** Source data follows **
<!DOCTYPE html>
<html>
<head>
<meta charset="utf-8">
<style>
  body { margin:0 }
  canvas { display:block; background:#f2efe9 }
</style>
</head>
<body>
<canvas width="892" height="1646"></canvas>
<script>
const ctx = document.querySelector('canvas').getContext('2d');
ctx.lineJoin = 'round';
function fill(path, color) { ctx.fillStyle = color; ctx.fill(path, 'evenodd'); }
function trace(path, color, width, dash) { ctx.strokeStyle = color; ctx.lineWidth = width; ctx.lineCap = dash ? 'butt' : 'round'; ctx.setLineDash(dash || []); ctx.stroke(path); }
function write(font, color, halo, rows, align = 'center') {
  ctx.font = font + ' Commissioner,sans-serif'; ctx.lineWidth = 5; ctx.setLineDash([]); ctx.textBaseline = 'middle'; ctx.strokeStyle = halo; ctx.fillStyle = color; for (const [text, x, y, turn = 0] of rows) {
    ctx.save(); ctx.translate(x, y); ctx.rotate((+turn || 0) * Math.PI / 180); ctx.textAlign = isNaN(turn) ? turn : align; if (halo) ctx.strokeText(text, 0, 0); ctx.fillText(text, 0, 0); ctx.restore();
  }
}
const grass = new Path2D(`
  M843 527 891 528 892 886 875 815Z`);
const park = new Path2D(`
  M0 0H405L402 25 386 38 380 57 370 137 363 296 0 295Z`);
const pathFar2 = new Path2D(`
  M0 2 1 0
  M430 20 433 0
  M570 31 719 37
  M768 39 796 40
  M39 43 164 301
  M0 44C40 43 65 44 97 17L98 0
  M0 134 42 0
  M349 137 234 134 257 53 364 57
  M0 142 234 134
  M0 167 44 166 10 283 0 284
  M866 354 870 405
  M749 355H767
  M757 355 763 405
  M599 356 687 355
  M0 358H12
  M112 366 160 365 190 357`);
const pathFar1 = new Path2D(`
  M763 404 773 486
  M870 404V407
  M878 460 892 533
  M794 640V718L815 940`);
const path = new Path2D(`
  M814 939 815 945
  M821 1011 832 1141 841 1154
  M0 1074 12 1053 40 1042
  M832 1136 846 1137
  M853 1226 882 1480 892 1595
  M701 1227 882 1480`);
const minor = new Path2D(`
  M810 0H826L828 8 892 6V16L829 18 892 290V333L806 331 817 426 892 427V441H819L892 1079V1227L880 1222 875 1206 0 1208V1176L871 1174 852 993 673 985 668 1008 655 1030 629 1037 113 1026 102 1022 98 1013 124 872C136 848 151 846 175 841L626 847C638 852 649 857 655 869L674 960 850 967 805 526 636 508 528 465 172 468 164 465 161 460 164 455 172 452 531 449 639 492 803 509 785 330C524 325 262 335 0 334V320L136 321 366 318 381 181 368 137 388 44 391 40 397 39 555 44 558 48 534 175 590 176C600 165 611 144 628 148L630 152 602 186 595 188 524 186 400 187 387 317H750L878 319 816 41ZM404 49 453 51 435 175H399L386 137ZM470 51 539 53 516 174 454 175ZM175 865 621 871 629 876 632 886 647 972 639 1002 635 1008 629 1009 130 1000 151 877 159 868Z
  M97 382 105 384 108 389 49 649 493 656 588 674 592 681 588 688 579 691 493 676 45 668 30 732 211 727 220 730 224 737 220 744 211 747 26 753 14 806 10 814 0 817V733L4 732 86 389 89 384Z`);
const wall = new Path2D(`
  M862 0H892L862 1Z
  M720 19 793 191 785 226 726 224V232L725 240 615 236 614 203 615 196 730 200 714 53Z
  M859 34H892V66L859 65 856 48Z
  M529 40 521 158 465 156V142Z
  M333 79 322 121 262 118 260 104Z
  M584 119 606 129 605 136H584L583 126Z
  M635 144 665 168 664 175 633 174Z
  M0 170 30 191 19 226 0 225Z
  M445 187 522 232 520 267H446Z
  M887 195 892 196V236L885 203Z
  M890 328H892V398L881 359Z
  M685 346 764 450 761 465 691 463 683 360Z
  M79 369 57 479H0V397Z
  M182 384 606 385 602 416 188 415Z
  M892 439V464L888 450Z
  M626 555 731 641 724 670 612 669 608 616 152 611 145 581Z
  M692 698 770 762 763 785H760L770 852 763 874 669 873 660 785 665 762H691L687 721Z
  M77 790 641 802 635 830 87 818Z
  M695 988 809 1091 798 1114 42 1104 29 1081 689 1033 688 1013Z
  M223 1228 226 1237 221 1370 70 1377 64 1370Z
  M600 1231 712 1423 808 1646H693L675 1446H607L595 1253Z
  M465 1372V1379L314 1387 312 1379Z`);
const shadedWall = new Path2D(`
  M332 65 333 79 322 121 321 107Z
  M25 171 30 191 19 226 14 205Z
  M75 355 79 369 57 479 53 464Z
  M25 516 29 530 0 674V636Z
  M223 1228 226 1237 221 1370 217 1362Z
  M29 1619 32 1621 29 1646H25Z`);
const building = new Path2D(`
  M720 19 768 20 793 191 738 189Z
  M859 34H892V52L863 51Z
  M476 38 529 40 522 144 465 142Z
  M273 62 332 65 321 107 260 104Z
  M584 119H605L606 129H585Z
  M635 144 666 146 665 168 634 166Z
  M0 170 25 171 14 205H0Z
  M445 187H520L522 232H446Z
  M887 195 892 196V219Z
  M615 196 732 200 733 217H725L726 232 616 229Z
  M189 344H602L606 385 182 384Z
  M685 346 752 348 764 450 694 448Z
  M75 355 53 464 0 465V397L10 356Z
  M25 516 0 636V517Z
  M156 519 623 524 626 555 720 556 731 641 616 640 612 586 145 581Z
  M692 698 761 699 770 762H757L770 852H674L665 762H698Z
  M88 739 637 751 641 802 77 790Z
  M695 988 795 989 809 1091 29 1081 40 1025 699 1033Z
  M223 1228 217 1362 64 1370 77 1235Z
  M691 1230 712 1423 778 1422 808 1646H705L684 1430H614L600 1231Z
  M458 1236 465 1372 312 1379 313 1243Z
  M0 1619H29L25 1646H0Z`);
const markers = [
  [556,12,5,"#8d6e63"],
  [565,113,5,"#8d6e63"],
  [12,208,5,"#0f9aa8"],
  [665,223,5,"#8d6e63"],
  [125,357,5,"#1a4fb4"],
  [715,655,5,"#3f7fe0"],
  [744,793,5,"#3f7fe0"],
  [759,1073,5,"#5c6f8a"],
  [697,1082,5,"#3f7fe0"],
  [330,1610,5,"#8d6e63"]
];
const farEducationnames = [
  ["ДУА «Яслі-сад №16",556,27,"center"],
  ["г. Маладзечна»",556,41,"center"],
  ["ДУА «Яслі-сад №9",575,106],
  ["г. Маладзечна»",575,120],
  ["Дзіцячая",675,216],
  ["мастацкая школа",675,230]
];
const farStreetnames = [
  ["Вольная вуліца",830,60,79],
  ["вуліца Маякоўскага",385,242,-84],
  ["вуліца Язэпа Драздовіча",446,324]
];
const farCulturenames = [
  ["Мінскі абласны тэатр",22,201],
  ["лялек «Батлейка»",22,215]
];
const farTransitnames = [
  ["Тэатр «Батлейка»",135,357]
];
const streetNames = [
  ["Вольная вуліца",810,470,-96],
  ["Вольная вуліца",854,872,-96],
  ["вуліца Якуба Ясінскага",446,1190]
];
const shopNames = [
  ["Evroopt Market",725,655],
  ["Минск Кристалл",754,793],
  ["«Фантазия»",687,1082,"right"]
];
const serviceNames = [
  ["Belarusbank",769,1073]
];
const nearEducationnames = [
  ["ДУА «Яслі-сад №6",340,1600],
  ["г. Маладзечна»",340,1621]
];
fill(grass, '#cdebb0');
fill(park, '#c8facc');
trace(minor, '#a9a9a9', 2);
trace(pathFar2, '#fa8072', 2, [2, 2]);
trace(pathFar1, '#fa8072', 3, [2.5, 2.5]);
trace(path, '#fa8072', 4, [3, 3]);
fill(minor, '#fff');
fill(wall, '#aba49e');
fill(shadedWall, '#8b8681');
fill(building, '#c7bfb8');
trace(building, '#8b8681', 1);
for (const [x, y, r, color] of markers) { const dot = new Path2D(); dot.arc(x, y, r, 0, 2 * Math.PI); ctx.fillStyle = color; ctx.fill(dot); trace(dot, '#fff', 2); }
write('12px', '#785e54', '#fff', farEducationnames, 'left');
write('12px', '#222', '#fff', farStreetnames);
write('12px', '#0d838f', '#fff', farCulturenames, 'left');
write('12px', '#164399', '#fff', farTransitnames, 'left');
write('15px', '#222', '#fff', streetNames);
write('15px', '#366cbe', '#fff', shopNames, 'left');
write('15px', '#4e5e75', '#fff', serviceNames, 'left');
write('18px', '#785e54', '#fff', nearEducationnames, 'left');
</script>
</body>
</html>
** End of Source data **
-- What needs to be done --
Scan the entries for the word "setLineDash". Report each line that has it.

-- Answer section --
function trace(path, color, width, dash) { ctx.strokeStyle = color; ctx.lineWidth = width; ctx.lineCap = dash ? 'butt' : 'round'; ctx.setLineDash(dash || []); ctx.stroke(path); }
  ctx.font = font + ' Commissioner,sans-serif'; ctx.lineWidth = 5; ctx.setLineDash([]); ctx.textBaseline = 'middle'; ctx.strokeStyle = halo; ctx.fillStyle = color; for (const [text, x, y, turn = 0] of rows) {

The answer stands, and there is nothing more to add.